La Dictadura franquista, como todos saben, intentó paliar ese analfabetismo consustancial al pueblo hispano, pero hizo cuanto pudo por mantener y aun fomentar el establecido por don Pío, de tal modo que los de siempre, los triunfadores y los sufragadores del Alzamiento siguieran viviendo ‘aparentando saber’, ‘triunfando sin saber’ y, sobre todo, ‘viviendo gracias a que los demás no sabían, o más bien no querían saber por lo que en ello les iba’. Y así llegamos a la muerte de Franco y a la tan debatida Transición, en la que, como más de una vez he mantenido en esta columna, se procuró que todo cambiara para que nada cambiara. Se blanqueó la casa, pero la vieja casa se mantuvo en pie.
Y así surgió una casta social privilegiada en torno al Benefactor –una casta cuyo salario oficial, como muy bien cuenta Miguel Espinosa en La fea burguesía, equivalía al de veinticinco o treinta buenos albañiles– que durante décadas vivió en su particular paraíso, y ¡ay! de quien intentara erradicarlos.

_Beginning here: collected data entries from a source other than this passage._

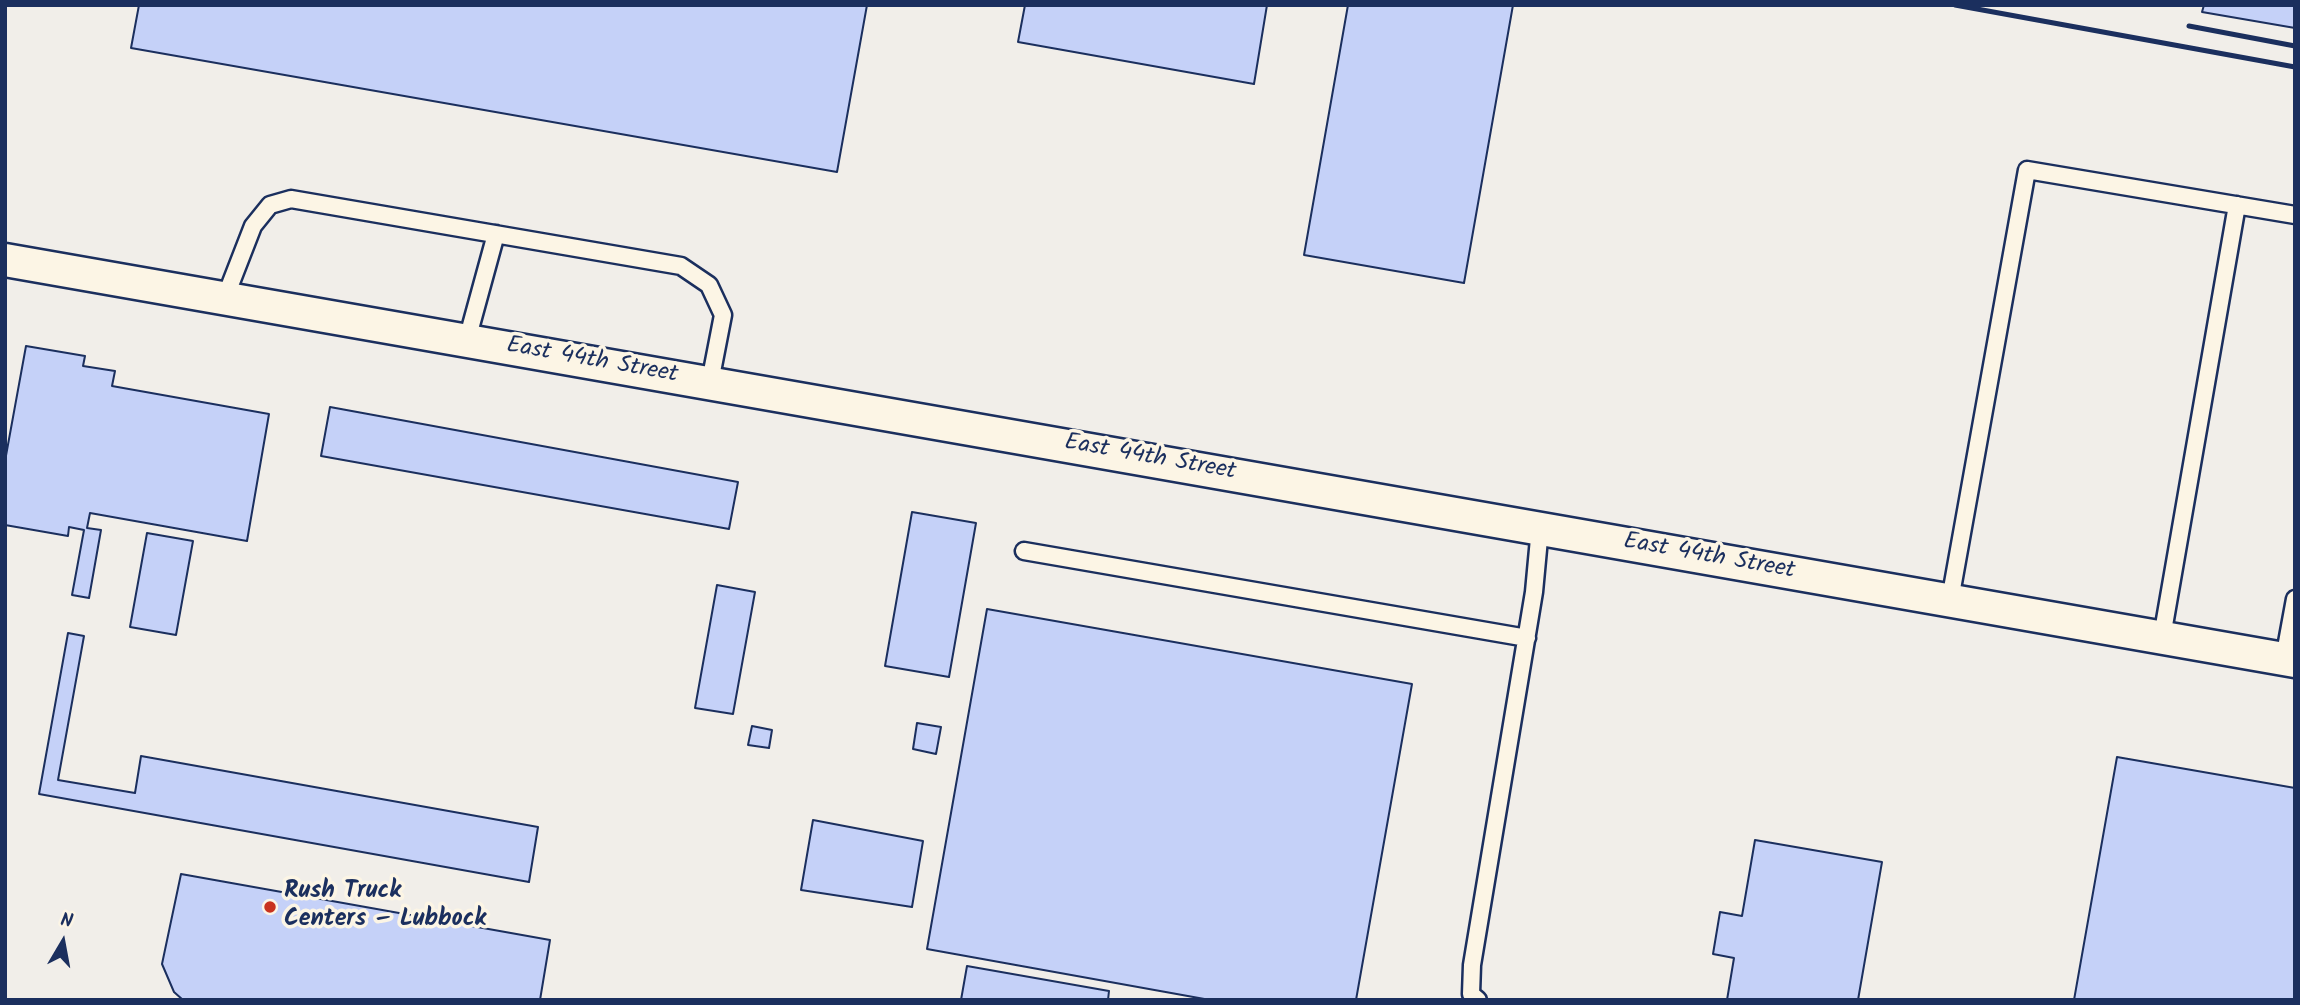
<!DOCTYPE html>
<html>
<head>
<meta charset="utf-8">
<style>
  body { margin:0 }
  #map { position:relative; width:2300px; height:1005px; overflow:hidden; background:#f1eee9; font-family:Kalam,sans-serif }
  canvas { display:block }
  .frame { position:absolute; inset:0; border:7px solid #1b2f5e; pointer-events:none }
  .north { position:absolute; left:28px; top:907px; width:70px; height:70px; -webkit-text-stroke:5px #fcf5e5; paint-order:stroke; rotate:10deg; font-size:19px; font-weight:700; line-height:28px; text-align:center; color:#1b2f5e }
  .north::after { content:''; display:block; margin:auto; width:24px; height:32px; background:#1b2f5e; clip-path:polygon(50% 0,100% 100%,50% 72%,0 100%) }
</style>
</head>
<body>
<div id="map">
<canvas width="2300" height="1005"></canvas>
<div class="frame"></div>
<div class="north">N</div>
</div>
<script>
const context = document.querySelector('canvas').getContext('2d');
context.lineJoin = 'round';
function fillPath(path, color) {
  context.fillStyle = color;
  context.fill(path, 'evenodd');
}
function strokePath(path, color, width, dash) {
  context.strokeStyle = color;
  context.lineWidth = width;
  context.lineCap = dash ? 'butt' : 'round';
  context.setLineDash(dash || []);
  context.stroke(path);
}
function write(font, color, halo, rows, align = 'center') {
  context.font = font + ' Kalam,sans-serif';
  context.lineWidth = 7;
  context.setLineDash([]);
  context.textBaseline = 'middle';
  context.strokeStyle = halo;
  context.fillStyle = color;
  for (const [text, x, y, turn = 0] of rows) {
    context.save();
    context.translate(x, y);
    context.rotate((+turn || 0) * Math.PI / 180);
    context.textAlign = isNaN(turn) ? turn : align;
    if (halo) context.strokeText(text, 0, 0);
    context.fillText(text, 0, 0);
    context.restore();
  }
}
const building = new Path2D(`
  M139 5H867L837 172 131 48Z
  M1025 5H1267L1254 84 1018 42Z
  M1348 5H1513L1464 283 1304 255Z
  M2204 5H2295V28L2202 12Z
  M26 346 85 356 83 366 115 371 112 386 269 414 247 541 90 513 87 528 101 530 89 598 72 595 84 530 69 527 68 536 5 525V461Z
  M330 407 738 482 729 529 321 456Z
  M912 512 976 523 949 677 885 666Z
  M147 533 193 541 176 635 130 627Z
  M717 585 755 592 733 714 695 708Z
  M987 609 1412 684 1356 1000H1210L927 949Z
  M68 633 84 636 58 780 135 793 141 756 538 827 529 882 39 794Z
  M917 723 941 727 936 754 913 749Z
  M752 726 772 730 769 748 748 745Z
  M2117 757 2295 788V1000H2074Z
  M813 820 923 841 912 907 801 890Z
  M1755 840 1882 862 1858 1000H1727L1734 958 1713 954 1720 912 1742 916Z
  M181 874 550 940 540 1000H183L174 992 162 964Z
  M967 966 1109 991 1108 1000H961Z`);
const lane = new Path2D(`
  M225 298 253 226 270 205 291 199 681 266 709 285 723 315 710 382
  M467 340 496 234
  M1024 551 1527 638
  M1950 600 2027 170 2295 215
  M2162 637 2237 205
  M2284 659 2295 599
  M1478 1000 1471 994 1472 965 1534 592 1540 528`);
const street = new Path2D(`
  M5 260 2295 661`);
const rail = new Path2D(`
  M1955 5 2295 67
  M2189 26 2295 46`);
const markers = [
  [270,907,7,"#c8321e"]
];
const streetNames = [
  ["East 44th Street",592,362,10],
  ["East 44th Street",1150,459,10],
  ["East 44th Street",1709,558,10]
];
const poiNames = [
  ["Rush Truck",284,893],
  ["Centers – Lubbock",284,921]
];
fillPath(building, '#c5d1f8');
strokePath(building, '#1b2f5e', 2);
strokePath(lane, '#1b2f5e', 21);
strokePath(street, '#1b2f5e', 37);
strokePath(lane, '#fcf5e5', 16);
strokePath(street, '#fcf5e5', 32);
strokePath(rail, '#1b2f5e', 5);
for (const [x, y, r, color] of markers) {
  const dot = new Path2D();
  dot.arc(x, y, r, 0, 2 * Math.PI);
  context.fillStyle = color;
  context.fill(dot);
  strokePath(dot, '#fcf5e5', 2.5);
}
write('24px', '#1b2f5e', '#fcf5e5', streetNames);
write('bold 24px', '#1b2f5e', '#fcf5e5', poiNames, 'left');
</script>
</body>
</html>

A lo sumo, a base de perseverancia, podía abrirse a algún que otro avispado (los célebres ‘braguetazos’, palabra lamentable), pero ya procuraban los componentes de ese círculo de privilegiados multiplicarse entre sí, como modo de incrementar sus haciendas y patrimonios (el amor no contaba).

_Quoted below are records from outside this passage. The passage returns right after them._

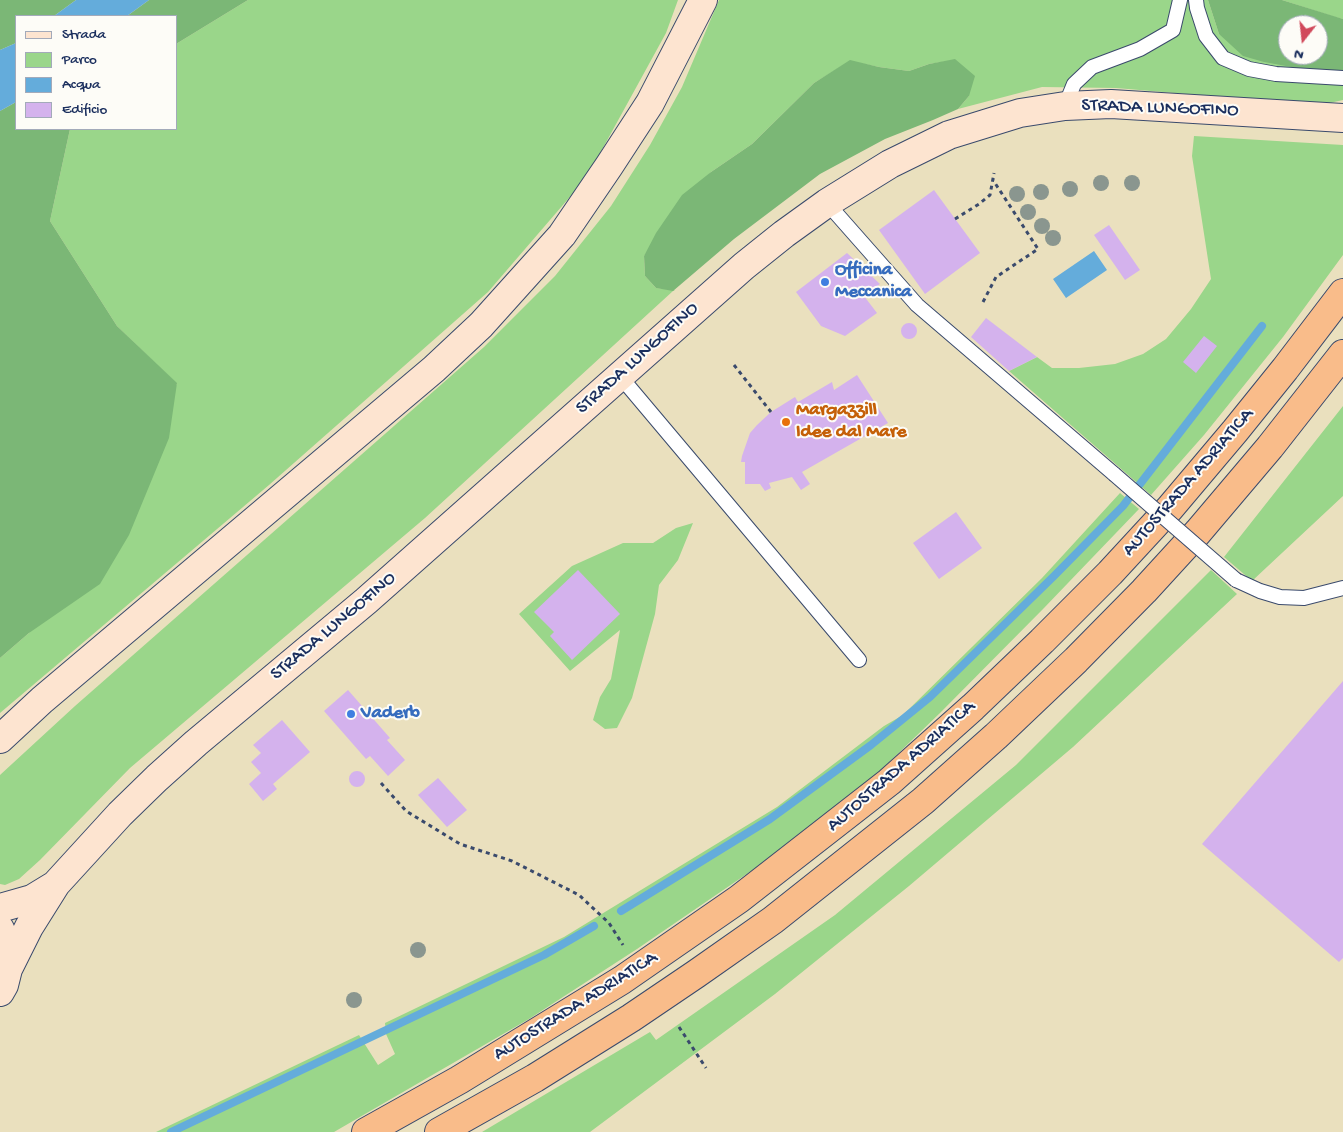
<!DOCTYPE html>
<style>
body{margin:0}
#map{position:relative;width:1343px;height:1132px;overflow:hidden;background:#eae0be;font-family:"Gochi Hand",sans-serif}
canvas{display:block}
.legend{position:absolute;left:15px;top:15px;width:162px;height:115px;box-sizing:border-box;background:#fdfcf7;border:1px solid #a3aaba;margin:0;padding:6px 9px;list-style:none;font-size:15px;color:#1b2f5e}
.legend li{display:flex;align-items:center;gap:10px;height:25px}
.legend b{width:25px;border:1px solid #a3aaba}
.north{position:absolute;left:1278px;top:15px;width:50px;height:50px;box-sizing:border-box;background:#fdfcf7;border:1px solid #a3aaba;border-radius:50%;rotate:196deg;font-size:14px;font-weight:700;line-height:20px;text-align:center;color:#1b2f5e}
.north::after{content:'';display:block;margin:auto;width:18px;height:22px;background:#d1495b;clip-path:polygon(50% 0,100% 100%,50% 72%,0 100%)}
</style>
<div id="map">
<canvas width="1343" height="1132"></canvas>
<ul class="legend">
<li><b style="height:6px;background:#fde4d0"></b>Strada</li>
<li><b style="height:14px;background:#9ad68a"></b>Parco</li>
<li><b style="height:14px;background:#64acdb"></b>Acqua</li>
<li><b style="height:14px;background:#d4b2ed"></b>Edificio</li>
</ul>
<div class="north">N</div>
</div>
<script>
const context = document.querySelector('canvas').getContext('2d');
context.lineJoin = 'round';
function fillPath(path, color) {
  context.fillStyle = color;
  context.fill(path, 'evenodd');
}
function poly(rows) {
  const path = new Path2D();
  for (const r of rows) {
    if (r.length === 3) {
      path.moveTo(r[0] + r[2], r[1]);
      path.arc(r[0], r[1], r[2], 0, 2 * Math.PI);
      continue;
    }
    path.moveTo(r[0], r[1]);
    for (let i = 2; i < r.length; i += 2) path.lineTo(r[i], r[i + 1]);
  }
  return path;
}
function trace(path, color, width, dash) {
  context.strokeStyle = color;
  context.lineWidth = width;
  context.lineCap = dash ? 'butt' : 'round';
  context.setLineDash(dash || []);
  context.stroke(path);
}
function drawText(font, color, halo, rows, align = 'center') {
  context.font = font + ' "Gochi Hand",sans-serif';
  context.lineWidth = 4;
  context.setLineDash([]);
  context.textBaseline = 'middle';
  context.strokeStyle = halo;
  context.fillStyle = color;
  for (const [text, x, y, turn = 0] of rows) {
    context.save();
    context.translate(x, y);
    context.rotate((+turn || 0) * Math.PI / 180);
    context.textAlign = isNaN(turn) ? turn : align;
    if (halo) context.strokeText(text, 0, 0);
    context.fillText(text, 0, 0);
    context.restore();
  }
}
fillPath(poly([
 [248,0,678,0,666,33,587,177,488,292,269,485,0,713,0,658,29,633,177,384,117,326,50,221,70,129,176,129,176,44],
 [719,0,1208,0,1219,34,1343,72,1343,100,1325,104,1280,102,1116,88,1042,87,958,109,969,96,955,60,929,64,909,71,879,67,850,61,814,83,752,144,711,172,644,256,645,276,656,288,675,290,673,291,425,518,130,768,40,860,19,879,5,885,0,884,0,775,75,706,484,347,555,276,611,206,650,145,682,87],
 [1282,0,1343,0,1343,19,1335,17],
 [1194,136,1343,145,1343,255,1283,337,1204,435,1151,495,1009,371,1037,357,1052,368,1079,368,1115,364,1143,354,1166,339,1191,309,1211,279,1192,156],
 [1343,406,1343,496,1252,581,1224,557],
 [1120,493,1139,509,1044,608,940,713,881,770,754,869,637,949,529,1019,334,1132,156,1132,359,1035,378,1065,395,1054,386,1034,385,1023,564,937,777,807,884,726,903,715,1042,578],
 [693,523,678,560,659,585,655,614,632,698,617,728,605,729,593,720,600,697,611,679,620,630,570,671,519,614,572,566,623,543,653,543,676,528],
 [1211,570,1237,594,1073,747,909,886,775,994,590,1132,482,1132,650,1032,656,1040,835,915,1016,765]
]), '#9ad68a');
fillPath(poly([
 [0,0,76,0,54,16,16,16,16,43,0,50],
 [149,0,248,0,176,44,176,16,127,16],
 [1208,0,1282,0,1343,19,1343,72,1308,70,1264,62,1243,56,1219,34],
 [1288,25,1318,25,1318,55,1288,55],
 [955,59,975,76,969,96,958,109,933,120,885,139,820,174,734,239,673,291,656,288,645,276,644,256,656,233,682,195,711,172,752,144,814,83,850,60,879,67,909,71,929,64],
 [16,102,16,129,70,129,50,221,117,326,177,383,169,438,129,535,100,584,29,633,0,658,0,111]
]), '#7bb776');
fillPath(poly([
 [76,0,149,0,127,16,54,16],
 [16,43,16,102,0,111,0,50],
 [1094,251,1107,270,1066,298,1053,279]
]), '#64acdb');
trace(poly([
 [621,911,770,819,871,745,930,697,1054,576,1123,506,1262,326],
 [171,1132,544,955,594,926]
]), '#64acdb', 8);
fillPath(poly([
 [934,190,980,253,925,294,879,230],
 [1109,225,1140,270,1125,280,1094,235],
 [847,253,880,284,864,296,877,313,845,336,821,326,796,292],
 [986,318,1037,357,1009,371,971,337],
 [909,331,8],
 [1204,336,1217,346,1196,373,1183,362],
 [857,375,888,423,802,472,810,484,801,490,792,477,769,483,771,488,765,491,760,484,745,484,745,462,741,462,742,456,750,433,757,425,771,412,795,397,798,402,832,382,834,390],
 [956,512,982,548,939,579,913,543],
 [578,570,620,614,572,660,550,636,554,632,534,612],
 [1343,681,1343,958,1339,962,1202,844],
 [348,690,390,738,387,740,405,760,388,776,370,756,366,759,324,711],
 [282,720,310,752,273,784,277,789,263,801,249,784,261,773,251,762,261,753,253,745],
 [357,779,8],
 [438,778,467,810,447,827,418,795]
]), '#d4b2ed');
const lane = poly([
 [1196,0,1197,8,1206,36,1223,58,1249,69,1276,74,1343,78],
 [1065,106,1074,84,1092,67,1140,49,1173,30,1180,0],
 [827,203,917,305,1114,474],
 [619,375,859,660],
 [1236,580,1260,591,1280,597,1304,598,1343,588]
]);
const secondary = poly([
 [0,739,42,700,434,369,481,325,562,235,609,166,650,103,703,0],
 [0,908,32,899,55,885],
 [0,929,6,943,8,956,8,969,4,985,0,992],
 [8,969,29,927,56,884,120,814,157,778,196,743,366,601,744,266,784,234,827,203,890,164,949,135,1020,113,1065,106,1111,104,1343,118]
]);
const highway = poly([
 [366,1132,459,1080,622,980,739,899,889,782,973,707,1042,641,1110,573,1170,508,1235,431,1285,369,1343,293],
 [439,1132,535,1078,631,1018,696,974,773,920,923,801,996,736,1076,660,1144,591,1198,532,1270,447,1343,354]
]);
trace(lane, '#3a4a6c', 16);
trace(secondary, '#3a4a6c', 30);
trace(highway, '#3a4a6c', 30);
trace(poly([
 [955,219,979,204,990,195,994,173],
 [983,302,996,277,1038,249,993,180],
 [734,365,771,412],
 [381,783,406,811,460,844,512,861,579,895,609,923,623,945],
 [679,1027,706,1068]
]), '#3a4a6c', 3, [4, 4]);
trace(lane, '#fff', 14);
trace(secondary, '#fde4d0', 28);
trace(highway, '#f9bc8a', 28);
const laneBridge = poly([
 [1114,474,1236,580]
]);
trace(laneBridge, '#3a4a6c', 16, []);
trace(laneBridge, '#fff', 14);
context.fillStyle = '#8a968f';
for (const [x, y] of [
 [1101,183],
 [1132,183],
 [1070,189],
 [1041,192],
 [1017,194],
 [1028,212],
 [1042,226],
 [1053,238],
 [418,950],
 [354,1000]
]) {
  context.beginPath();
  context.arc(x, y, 8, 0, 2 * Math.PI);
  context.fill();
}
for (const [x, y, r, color] of [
 [825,282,5,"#3f7fe0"],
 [786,422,5,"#e8710a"],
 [351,714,5,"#3f7fe0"]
]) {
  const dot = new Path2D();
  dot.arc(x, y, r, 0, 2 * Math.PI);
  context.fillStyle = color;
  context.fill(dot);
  trace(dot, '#fdfcf7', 2);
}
drawText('19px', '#1b2f5e', '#fdfcf7', [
 ["STRADA LUNGOFINO",1160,109,2],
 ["STRADA LUNGOFINO",638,359,-42],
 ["AUTOSTRADA ADRIATICA",1189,483,-49],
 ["STRADA LUNGOFINO",334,627,-40],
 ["AUTOSTRADA ADRIATICA",902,767,-41],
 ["AUTOSTRADA ADRIATICA",576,1007,-32]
]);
drawText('bold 19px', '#366cbe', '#fdfcf7', [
 ["Officina",835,271],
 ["Meccanica",835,293],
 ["Vaderb",361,714]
], 'left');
drawText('bold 19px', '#c56008', '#fdfcf7', [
 ["Margazzill",796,411],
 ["Idee dal Mare",796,433]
], 'left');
</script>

Cómo extrañarse, entonces, que pulularan por doquier ‘los que odiaban el saber’, ‘los que aparentaban que sabían’ y, sobre todo, ‘los que triunfaban sin saber’. Lo esencial, para ellos, era vivir gracias a que los demás ignoraban, o parecían ignorar, las mentiras sobre las que se había consolidado su modo de vivir. Para ellos, lo esencial era no mezclarse con la plebe, con los que sudaban y olían mal, a los que, a lo sumo, soportaban porque les servían de perros y criados. Son gentes que crecían sin pisar el metro, sin saber lo que era Vallecas o el Pozo del Tío Raimundo, sin bajarse de su nube.
Ese fue el universo de colores en que vivieron las infantas Elena y Cristina de Borbón (colegios de élite, vida regalada, caprichos sin fin, novios románticos aunque luego salieran ranas). Todo para ellas, pero sin el pueblo. En ese ambiente crecieron, como su bisabuelo Alfonso XII  (a quien, como se sabe, su preceptora tía, la ‘Chata’, le instaba a hacer lo que le viniera en gana, que por eso era el rey, hasta que al final salió por Cartagena, aunque luego don Juan Carlos lo trajera a la ‘casa común’ del Escorial.) En ese ambiente se casaron como Blancanieves, fueron felices, hasta que alguien les advirtió que los tiempos habían cambiado, que había gente contestataria que se empeñaba en que ‘la ley fuera igual para tod(o)as’. Aquello no les gustó, y trataron, como decía Lampedusa, que todo cambiara para que nada cambiara. Pero al final se les vio la patita, porque, como infantas de España, habían sido educadas en el siglo XVIII. ¿Cómo extrañarnos, pues, que esas dos damas, ya cincuentonas, aprovecharan su viaje de visita a su papá a Abu Dabi, para,  de paso, inmunizarse contra el Covid?  La polvareda que la noticia ha levantado no pueden entenderla porque su sangre, como ustedes deberían saber, es azul cielo.